| What is being asked |
For each line below, check for "controls"; give only the total of lines where it occurs.

| Extracted data |
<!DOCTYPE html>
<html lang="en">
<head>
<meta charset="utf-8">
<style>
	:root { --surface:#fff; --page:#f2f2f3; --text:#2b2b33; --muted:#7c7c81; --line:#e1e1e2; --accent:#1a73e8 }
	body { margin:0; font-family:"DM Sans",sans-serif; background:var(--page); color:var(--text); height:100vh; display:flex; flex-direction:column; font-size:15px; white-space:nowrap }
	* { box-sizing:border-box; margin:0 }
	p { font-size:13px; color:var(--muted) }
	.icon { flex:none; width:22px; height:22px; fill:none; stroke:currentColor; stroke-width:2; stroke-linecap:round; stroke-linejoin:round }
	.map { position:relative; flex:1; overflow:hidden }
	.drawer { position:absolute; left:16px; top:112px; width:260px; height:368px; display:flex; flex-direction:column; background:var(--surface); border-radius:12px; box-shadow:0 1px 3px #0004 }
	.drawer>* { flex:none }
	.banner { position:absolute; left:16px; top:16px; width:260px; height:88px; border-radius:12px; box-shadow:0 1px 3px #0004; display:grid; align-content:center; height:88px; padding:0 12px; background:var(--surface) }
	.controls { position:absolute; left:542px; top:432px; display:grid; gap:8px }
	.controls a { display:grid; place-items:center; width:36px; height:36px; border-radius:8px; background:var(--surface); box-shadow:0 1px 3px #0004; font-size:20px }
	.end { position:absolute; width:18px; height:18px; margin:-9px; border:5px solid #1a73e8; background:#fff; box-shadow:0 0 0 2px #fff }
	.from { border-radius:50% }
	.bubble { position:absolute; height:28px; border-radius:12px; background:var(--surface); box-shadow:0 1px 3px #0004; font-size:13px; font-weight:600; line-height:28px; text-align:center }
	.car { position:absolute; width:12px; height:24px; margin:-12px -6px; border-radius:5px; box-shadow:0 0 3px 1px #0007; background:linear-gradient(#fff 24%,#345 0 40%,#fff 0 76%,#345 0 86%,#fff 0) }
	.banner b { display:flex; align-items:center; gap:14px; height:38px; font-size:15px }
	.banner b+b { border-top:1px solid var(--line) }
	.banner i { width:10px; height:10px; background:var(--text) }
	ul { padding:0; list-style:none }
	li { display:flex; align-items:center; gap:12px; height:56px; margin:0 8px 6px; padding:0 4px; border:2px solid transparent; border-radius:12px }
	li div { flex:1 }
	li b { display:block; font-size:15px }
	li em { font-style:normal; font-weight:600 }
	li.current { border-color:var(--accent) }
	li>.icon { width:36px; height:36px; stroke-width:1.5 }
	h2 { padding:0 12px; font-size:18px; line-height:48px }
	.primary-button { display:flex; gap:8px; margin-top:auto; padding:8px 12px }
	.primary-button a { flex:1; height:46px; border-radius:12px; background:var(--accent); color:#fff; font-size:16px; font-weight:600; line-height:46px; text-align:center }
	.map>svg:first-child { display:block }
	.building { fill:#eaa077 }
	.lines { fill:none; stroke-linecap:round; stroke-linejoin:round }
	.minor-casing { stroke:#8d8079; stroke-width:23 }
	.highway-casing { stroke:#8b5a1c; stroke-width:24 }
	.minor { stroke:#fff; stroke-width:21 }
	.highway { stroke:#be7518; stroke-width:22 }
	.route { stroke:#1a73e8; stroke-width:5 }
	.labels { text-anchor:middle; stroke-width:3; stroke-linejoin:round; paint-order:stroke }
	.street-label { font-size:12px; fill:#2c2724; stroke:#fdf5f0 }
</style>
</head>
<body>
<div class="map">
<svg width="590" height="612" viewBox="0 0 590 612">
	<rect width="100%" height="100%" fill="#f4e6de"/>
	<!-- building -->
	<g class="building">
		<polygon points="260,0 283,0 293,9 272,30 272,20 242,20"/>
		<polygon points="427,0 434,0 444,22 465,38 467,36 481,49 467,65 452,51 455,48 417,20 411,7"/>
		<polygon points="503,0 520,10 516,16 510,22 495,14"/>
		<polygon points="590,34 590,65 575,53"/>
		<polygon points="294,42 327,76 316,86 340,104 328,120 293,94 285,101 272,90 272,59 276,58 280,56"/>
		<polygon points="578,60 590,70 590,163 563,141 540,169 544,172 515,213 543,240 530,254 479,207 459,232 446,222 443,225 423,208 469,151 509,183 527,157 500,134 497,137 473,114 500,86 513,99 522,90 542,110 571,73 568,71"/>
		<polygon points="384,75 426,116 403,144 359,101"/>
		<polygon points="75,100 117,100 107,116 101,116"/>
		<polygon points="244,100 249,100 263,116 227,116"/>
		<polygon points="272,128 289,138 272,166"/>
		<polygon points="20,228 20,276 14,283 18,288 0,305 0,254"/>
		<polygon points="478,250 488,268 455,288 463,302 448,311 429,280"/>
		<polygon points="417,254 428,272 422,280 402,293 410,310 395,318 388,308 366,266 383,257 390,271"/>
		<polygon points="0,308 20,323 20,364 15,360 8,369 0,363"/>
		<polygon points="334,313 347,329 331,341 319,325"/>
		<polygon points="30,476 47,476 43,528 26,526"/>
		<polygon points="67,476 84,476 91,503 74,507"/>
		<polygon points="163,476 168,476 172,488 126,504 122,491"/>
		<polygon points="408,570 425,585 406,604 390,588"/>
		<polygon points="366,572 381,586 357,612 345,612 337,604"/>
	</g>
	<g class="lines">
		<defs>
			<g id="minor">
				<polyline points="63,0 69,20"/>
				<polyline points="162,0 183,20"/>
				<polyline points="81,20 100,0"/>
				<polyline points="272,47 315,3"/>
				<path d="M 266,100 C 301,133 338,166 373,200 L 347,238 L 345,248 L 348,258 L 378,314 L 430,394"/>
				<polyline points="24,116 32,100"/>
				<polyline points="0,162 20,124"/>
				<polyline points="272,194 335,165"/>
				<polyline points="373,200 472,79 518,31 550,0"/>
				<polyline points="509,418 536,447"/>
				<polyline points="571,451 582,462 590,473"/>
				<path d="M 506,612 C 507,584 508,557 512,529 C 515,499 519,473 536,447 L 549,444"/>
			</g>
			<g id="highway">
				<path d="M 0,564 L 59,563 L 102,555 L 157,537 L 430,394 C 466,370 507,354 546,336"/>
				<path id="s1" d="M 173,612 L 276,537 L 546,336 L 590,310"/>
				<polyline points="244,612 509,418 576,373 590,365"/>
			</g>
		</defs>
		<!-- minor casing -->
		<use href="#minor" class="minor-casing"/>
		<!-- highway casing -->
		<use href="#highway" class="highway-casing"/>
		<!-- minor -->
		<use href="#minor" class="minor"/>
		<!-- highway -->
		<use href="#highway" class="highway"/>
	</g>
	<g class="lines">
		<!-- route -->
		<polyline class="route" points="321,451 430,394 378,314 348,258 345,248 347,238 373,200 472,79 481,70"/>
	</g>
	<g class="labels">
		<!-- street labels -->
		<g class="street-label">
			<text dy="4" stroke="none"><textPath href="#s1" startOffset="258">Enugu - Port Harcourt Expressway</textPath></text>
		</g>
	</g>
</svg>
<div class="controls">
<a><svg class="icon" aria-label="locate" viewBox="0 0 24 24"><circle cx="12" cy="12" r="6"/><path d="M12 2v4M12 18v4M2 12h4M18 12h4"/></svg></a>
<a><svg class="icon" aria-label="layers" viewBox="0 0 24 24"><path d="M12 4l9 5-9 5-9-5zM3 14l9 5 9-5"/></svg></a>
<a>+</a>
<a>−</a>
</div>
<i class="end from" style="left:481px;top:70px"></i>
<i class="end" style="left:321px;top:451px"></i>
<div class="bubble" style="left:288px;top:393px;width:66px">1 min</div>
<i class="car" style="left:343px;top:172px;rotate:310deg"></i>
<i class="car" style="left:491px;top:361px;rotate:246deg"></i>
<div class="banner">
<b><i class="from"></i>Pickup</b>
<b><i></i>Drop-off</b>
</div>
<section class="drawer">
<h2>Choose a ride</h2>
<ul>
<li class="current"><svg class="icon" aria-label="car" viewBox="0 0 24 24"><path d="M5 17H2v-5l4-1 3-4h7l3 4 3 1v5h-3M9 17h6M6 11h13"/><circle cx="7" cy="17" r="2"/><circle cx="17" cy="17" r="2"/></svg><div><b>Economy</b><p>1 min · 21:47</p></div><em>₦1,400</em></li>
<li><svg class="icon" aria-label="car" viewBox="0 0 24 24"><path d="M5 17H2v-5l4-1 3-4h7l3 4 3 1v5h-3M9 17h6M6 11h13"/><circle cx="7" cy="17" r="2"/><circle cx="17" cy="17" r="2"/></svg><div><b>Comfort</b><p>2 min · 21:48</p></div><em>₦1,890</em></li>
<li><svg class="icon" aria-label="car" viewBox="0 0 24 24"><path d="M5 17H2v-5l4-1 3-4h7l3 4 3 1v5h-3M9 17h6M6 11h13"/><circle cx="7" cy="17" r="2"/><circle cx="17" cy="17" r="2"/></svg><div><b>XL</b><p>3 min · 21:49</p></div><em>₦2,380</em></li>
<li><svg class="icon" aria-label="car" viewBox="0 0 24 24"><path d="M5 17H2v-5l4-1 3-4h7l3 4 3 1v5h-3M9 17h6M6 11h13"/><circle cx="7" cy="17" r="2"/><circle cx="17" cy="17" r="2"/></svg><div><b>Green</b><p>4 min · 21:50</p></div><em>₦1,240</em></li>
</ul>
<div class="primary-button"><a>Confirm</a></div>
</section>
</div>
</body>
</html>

| Task result |
3